Otros, más pensadores, no siguen el camino de la «evasión», sino que afrontan el problema filosóficamente y llegan a doctrinas que son la sistematización del pesimismo.
Para ambos grupos el fondo, confesado o no, es que la vida es triste, un gran dolor, y termina con un gran fracaso: la muerte. Y sin embargo, la vida no es triste sino alegre, el mundo no es un desierto, sino un jardín; nacemos, no para sufrir (como hace el masoquista), sino para gozar (en el correcto sentido todo lo que es lícito); el fin de esta vida no es morir sino vivir. ¿Cuál es la filosofía que nos enseña esta doctrina? ¡¡El Cristianismo!!
Hay dos maneras de considerarse en la vida: Producto de la materia, evolución de la materia, hijo del mono, nieto del árbol, biznieto de la piedra, o bien Hijo de Dios. Es decir, producto de la generación espontánea, de lo inorgánico, o bien término del Amor de un Dios todo poder y toda bondad.
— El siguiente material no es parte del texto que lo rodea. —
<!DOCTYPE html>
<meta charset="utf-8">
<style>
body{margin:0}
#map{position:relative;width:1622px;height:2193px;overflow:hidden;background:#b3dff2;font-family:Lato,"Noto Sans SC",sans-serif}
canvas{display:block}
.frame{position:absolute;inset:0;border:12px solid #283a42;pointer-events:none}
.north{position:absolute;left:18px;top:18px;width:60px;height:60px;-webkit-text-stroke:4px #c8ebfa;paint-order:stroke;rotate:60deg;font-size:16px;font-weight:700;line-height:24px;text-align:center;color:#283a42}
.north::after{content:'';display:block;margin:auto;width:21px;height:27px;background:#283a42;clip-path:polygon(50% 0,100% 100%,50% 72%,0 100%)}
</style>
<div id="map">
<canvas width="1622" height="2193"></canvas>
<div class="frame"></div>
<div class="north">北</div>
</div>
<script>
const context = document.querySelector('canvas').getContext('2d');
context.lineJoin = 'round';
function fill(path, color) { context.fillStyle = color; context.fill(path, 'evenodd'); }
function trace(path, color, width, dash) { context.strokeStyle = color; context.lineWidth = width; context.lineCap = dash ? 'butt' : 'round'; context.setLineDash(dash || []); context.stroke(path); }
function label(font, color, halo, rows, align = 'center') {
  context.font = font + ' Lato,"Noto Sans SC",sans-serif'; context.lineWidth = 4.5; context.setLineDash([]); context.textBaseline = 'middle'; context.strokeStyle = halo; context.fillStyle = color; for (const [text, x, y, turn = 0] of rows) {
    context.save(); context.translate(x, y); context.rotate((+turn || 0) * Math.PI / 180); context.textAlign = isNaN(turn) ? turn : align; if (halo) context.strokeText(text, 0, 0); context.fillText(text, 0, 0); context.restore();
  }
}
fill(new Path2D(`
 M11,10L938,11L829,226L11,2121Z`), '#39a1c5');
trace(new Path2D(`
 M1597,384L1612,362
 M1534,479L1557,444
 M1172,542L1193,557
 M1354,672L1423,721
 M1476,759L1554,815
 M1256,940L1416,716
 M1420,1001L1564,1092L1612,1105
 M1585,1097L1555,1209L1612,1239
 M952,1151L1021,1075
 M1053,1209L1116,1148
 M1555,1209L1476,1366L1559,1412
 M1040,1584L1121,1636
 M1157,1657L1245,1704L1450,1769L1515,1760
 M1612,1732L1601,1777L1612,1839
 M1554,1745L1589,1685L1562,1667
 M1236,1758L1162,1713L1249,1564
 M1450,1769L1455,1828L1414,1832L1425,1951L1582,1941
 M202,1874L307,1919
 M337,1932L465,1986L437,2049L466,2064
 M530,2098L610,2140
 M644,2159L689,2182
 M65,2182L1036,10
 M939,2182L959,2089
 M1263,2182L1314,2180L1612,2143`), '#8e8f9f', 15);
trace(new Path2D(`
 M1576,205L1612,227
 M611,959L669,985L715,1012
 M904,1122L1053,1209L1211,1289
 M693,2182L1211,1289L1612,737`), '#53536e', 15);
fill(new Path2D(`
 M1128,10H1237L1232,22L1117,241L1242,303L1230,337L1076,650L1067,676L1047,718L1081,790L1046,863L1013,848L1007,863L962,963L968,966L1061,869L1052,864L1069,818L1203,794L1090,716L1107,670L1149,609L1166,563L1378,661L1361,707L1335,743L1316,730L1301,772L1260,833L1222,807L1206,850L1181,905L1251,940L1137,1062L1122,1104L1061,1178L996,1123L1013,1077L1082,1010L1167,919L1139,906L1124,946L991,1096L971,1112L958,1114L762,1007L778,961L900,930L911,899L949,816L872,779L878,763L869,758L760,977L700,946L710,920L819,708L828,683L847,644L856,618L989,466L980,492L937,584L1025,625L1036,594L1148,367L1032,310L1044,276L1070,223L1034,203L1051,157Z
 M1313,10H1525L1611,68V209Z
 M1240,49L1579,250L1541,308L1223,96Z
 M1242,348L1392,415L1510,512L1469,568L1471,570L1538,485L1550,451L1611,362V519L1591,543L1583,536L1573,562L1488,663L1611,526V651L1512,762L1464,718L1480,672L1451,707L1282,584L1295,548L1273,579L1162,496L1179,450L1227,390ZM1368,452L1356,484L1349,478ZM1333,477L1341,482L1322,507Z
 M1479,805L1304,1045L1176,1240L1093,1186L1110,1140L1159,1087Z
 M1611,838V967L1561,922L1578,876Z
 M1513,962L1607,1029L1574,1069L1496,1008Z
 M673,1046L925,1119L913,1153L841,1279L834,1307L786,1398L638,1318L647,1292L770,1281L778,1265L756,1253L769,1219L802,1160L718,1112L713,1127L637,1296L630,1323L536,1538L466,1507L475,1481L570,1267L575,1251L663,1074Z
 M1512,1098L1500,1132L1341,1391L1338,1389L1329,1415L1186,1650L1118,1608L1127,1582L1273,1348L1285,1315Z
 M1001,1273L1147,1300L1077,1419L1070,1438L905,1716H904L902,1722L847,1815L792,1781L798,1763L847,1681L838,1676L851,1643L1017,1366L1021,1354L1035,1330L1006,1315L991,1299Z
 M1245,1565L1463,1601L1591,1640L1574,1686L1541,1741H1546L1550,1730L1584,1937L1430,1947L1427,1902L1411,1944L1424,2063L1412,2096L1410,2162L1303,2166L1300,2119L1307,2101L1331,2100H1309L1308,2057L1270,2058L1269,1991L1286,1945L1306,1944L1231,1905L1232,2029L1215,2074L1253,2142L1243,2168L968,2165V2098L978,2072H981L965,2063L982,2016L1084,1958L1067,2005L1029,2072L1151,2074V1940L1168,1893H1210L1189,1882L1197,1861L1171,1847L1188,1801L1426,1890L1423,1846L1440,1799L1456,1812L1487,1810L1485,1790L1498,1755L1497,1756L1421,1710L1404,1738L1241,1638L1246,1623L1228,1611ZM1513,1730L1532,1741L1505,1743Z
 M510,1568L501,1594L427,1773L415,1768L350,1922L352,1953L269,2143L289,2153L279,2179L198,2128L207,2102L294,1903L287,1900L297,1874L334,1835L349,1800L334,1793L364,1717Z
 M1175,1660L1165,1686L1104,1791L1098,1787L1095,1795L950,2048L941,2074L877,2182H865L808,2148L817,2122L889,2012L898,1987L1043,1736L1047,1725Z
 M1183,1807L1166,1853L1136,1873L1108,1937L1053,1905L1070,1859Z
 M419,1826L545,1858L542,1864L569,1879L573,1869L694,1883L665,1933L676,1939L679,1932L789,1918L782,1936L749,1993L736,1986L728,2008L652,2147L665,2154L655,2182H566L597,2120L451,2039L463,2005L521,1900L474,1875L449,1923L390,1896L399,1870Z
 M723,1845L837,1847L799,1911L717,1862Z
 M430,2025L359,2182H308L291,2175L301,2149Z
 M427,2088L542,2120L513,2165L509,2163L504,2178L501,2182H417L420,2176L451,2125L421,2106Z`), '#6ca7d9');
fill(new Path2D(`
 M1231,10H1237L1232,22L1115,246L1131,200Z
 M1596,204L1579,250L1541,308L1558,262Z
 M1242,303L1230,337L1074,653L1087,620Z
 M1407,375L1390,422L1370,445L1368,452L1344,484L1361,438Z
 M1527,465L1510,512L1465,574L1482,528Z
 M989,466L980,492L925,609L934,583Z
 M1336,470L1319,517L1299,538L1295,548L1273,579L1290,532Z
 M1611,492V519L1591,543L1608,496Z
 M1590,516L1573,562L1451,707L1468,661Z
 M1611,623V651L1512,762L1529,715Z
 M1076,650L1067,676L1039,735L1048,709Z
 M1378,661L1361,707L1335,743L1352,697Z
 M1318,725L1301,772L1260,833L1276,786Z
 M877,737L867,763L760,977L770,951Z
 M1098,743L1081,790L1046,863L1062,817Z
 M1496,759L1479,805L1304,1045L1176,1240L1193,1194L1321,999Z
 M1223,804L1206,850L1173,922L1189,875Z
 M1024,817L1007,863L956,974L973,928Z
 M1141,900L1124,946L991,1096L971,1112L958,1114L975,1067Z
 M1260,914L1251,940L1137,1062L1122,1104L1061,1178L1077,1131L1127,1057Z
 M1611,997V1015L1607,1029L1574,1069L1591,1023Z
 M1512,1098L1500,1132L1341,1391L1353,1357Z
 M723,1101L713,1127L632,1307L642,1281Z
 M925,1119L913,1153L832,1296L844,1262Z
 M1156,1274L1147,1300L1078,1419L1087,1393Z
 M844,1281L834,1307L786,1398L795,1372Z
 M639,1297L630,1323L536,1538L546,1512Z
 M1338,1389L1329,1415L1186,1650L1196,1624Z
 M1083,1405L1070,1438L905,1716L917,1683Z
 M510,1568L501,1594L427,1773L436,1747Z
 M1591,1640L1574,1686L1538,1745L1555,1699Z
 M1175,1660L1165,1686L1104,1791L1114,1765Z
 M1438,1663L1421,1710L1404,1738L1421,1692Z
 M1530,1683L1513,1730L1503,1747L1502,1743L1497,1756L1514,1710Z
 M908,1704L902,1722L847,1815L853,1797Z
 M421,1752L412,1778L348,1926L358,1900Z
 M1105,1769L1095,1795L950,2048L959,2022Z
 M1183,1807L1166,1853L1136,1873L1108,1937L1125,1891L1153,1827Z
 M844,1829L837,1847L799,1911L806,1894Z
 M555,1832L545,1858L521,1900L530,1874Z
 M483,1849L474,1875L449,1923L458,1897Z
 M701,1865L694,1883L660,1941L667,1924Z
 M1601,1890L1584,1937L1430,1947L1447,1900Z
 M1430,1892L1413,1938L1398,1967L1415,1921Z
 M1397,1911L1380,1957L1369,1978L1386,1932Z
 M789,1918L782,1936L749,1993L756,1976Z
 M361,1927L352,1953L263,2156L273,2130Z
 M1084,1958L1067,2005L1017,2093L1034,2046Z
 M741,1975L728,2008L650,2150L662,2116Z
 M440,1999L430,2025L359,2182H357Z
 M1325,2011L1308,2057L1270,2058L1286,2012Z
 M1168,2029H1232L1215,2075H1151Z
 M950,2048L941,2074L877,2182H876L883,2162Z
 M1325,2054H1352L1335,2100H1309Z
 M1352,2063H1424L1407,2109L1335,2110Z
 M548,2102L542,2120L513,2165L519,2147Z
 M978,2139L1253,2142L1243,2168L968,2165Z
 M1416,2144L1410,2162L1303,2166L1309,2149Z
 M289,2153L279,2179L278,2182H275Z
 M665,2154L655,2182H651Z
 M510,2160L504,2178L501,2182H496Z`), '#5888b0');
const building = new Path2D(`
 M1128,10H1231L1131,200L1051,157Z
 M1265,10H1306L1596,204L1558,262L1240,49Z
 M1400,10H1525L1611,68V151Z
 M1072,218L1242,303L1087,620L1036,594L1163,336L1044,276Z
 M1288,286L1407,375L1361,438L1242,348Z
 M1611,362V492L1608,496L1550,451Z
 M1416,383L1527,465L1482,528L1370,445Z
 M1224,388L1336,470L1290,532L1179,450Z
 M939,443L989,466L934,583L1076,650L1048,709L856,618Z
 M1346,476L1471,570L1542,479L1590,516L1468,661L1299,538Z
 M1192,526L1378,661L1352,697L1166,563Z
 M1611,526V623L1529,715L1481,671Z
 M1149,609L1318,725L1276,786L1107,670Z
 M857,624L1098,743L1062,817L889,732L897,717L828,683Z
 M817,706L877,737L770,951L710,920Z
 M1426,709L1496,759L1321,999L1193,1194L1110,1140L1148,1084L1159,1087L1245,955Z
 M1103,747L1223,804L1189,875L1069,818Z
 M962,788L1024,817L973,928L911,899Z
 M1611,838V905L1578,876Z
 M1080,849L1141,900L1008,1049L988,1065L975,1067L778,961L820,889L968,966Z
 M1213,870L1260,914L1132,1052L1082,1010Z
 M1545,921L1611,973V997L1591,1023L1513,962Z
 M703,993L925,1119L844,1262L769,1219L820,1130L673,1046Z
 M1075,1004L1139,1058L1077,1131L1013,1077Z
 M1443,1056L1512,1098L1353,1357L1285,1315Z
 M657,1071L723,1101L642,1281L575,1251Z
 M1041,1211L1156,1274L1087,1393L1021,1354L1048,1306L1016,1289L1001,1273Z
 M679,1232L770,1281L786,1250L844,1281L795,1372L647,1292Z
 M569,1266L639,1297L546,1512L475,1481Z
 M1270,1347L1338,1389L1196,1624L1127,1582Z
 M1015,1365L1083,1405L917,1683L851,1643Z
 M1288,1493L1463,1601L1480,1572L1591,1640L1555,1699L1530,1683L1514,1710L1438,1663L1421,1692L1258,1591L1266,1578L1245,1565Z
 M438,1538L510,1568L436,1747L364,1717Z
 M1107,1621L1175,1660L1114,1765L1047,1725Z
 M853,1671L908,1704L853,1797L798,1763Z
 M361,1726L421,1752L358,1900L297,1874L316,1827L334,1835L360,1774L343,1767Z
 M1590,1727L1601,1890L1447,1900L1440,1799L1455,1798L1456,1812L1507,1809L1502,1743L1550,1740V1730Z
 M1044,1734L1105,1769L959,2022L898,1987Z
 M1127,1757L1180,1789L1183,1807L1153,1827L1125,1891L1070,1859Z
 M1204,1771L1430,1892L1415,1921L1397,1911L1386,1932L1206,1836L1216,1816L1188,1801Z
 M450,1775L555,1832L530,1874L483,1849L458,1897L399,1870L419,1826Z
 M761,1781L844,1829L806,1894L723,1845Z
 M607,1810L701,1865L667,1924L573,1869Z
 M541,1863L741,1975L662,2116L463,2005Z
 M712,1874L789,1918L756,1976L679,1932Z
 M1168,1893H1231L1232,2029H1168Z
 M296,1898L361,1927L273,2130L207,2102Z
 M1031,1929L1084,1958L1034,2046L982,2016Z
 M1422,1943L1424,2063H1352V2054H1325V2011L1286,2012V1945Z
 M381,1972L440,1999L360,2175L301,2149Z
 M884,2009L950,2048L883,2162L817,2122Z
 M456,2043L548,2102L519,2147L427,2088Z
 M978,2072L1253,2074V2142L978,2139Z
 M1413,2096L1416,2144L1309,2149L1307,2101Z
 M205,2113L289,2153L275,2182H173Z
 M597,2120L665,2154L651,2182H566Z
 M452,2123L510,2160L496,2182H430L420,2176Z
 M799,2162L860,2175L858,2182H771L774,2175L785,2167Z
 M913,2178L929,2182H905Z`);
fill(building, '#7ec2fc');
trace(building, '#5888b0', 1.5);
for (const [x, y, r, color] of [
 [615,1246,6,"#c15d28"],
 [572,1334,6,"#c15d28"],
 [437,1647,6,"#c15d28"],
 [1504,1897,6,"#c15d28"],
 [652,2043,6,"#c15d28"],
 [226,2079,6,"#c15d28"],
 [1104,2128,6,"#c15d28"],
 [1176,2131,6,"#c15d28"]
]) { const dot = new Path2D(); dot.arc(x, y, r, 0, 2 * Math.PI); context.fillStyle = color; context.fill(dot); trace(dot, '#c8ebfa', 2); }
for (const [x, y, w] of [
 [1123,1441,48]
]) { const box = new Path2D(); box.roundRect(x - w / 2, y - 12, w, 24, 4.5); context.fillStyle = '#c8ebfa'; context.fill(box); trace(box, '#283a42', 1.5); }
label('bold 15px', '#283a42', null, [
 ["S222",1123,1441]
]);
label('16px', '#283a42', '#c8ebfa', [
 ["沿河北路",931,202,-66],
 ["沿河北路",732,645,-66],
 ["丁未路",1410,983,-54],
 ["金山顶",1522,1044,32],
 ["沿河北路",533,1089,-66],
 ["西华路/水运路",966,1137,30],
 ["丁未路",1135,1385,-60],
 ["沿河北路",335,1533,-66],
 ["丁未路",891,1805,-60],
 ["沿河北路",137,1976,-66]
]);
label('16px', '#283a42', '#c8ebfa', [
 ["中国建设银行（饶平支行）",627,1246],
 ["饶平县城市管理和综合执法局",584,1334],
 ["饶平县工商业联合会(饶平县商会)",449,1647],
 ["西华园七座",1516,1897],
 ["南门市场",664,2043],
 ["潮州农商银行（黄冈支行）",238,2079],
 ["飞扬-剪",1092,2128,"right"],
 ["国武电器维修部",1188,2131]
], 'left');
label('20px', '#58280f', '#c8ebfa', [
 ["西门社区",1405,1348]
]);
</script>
Claro está que para quien se considera hijo de la materia, y pura materia, el panorama no puede ser muy consolador. La materia no tiene entrañas, carece de corazón, ni siquiera tiene oídos para escuchar los ruegos, ni ojos para ver el llanto.
Pero para quien sabe que su vida no viene de la nada, sino de Dios, el cambio es total. Yo soy la obra de las manos de Dios. Él es el responsable de mi vida. Y yo sé que Dios es Belleza, toda la belleza del universo arranca de Él, como de su fuente. Las flores, los campos, los cielos, son bellos, porque como decía San Juan de la Cruz pasó por estos sotos, sus gracias derramando, y vestidos los dejó de su hermosura.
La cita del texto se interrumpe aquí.